++++ Data to process
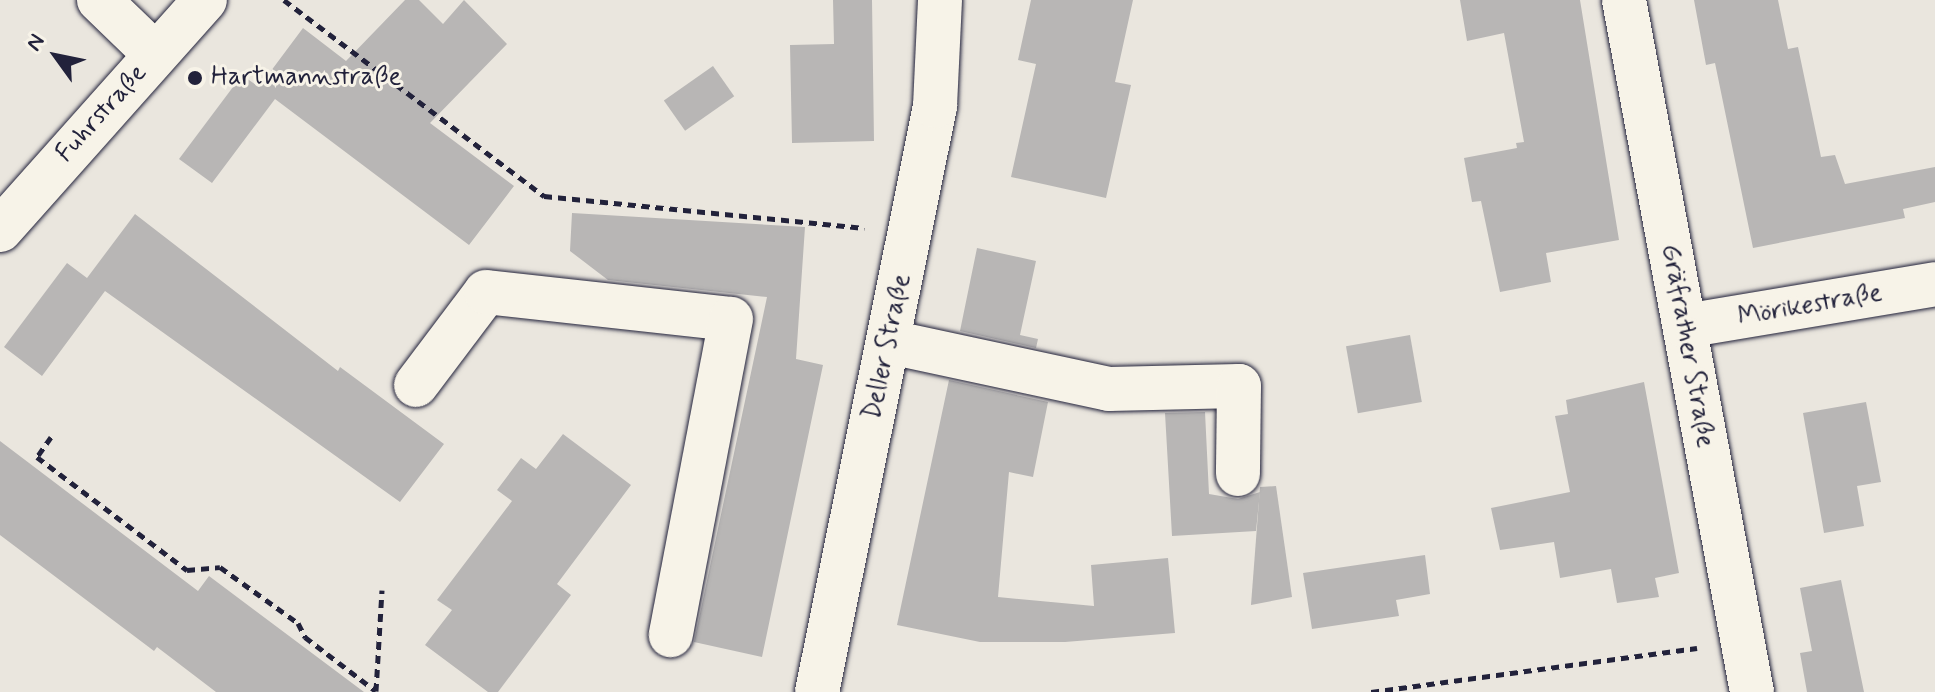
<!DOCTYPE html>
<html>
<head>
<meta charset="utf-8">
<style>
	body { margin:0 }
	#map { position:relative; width:1935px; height:692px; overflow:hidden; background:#eae6de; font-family:Mynerve,sans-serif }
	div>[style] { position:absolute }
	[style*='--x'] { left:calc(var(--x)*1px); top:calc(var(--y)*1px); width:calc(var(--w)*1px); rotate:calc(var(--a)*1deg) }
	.building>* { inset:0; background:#b8b6b5; transform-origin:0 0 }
	.path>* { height:5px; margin-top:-2.5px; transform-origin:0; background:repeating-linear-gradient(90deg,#22223b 0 8px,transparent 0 14px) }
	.roads { filter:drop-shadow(0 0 2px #22223b) drop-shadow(0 0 2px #22223b) }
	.minor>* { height:44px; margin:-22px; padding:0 22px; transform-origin:22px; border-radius:22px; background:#f7f3e8 }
	.dots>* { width:22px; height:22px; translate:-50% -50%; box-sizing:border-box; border:4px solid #f7f3e8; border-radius:50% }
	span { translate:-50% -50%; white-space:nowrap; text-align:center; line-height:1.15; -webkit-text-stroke:6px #f7f3e8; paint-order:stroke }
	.poi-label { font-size:26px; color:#22223b }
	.left { translate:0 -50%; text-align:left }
	.street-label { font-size:26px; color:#22223b }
	.north { position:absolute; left:16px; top:16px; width:80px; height:80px; -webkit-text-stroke:6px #f7f3e8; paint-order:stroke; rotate:303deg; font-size:22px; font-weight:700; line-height:32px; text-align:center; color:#22223b }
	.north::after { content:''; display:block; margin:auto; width:28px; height:36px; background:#22223b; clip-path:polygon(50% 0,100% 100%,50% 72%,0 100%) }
</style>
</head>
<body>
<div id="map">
	<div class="building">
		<i style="clip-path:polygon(405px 0,419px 0,443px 24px,464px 0,507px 44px,430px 123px,514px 186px,469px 245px,275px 99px,212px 183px,179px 159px,242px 75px,259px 87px,303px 28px,346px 61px)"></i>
		<i style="clip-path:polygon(833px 0,872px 0,874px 141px,792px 143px,790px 45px,834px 44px)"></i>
		<i style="clip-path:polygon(1031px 0,1133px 0,1115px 82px,1131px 85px,1106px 198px,1011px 177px,1036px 64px,1018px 60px)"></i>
		<i style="clip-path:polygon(1460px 0,1580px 0,1619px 240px,1546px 253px,1551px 282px,1500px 292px,1481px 201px,1472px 202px,1464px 158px,1517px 148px,1516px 143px,1524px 142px,1504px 33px,1467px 41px)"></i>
		<i style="clip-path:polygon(1694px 0,1778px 0,1788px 49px,1798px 47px,1821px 157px,1835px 155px,1845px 184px,1935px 167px,1935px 202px,1903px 209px,1905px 218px,1753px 248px,1715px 63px,1706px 65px)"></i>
		<i style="left:713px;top:66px;width:37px;height:60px;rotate:55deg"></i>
		<i style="clip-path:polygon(572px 213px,805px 227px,796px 359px,823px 365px,762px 657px,694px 642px,767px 297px,608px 280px,570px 251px)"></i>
		<i style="clip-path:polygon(135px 214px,338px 371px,340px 367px,444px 444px,400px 502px,105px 291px,42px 376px,4px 347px,67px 263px,87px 278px)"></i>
		<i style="clip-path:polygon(977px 248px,1036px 261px,1020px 335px,1038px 339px,1036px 348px,960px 331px)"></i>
		<i style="left:1410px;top:335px;width:68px;height:65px;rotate:80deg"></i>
		<i style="clip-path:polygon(949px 380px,1048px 402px,1033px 477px,1009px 472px,998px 597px,1094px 606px,1091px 565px,1168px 558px,1175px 633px,1065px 642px,980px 642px,897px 625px)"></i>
		<i style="clip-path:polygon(1644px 382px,1679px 573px,1655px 578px,1659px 597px,1617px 603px,1611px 569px,1560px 578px,1554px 542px,1500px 550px,1491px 508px,1570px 492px,1555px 416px,1568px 414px,1566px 400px)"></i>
		<i style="clip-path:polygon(1866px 402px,1881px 482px,1857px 486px,1864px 526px,1824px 533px,1803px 413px)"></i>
		<i style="clip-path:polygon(1205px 412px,1209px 494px,1238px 499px,1260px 492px,1256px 531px,1172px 536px,1165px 413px)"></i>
		<i style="clip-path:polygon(563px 434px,631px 485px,557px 584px,571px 595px,498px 692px,488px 692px,425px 645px,452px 610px,437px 600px,512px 501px,497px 490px,521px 458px,536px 469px)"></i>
		<i style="clip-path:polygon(0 441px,198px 591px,209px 576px,364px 692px,216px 692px,157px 647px,154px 651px,0 535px)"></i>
		<i style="clip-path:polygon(1276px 486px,1292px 597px,1251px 605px,1260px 487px)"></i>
		<i style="clip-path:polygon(1425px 555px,1430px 594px,1396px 600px,1399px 616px,1312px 629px,1303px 573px)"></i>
		<i style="clip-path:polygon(1841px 580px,1864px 692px,1807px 692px,1800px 653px,1812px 651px,1800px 588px)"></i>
	</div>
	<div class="path">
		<i style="--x:284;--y:0;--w:326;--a:37"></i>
		<i style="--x:544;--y:196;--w:322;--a:5.7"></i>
		<i style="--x:51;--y:437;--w:24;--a:125"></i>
		<i style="--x:37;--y:457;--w:188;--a:37"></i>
		<i style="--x:187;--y:570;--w:33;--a:-5"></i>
		<i style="--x:220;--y:567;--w:96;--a:35.7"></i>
		<i style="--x:298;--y:623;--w:16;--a:63"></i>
		<i style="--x:305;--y:637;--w:89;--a:37.3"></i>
		<i style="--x:376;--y:691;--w:101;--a:-86.6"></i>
		<i style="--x:1371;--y:692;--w:329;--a:-7.7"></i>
	</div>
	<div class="roads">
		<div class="minor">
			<i style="--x:99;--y:0;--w:78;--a:44"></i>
			<i style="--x:1624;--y:0;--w:704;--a:79.52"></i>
			<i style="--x:0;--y:230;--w:308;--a:-48.3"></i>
			<i style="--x:1685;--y:326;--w:254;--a:-9.5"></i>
			<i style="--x:890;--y:342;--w:224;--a:12.1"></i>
			<i style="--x:1109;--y:389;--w:130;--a:-1.3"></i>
			<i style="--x:1239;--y:386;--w:88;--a:90.7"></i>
			<i style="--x:416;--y:385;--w:116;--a:-53"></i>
			<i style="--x:486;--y:292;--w:246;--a:6.3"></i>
			<i style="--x:731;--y:319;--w:322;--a:100.8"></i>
			<i style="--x:817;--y:692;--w:598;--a:-78.61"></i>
			<i style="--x:935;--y:106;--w:106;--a:-87.3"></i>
		</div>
	</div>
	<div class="dots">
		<i style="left:195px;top:78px;background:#22223b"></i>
	</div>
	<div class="poi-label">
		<span class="left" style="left:211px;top:78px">Hartmannstraße</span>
	</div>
	<div class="street-label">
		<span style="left:102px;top:114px;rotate:-48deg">Fuhrstraße</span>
		<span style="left:1810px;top:306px;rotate:-10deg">Mörikestraße</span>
		<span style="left:1687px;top:346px;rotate:80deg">Gräfrather Straße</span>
		<span style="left:888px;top:347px;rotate:-78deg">Deller Straße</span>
	</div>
	<div class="north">N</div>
</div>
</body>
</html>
++++++++
> The problem
Please give again the lines above between the line holding "height:44px; margin:-22px; padding:0" and the line holding "width:22px; height:22px; translate:-50%", inclusive, exactly as they are and with nothing added.

> Solution
	.minor>* { height:44px; margin:-22px; padding:0 22px; transform-origin:22px; border-radius:22px; background:#f7f3e8 }
	.dots>* { width:22px; height:22px; translate:-50% -50%; box-sizing:border-box; border:4px solid #f7f3e8; border-radius:50% }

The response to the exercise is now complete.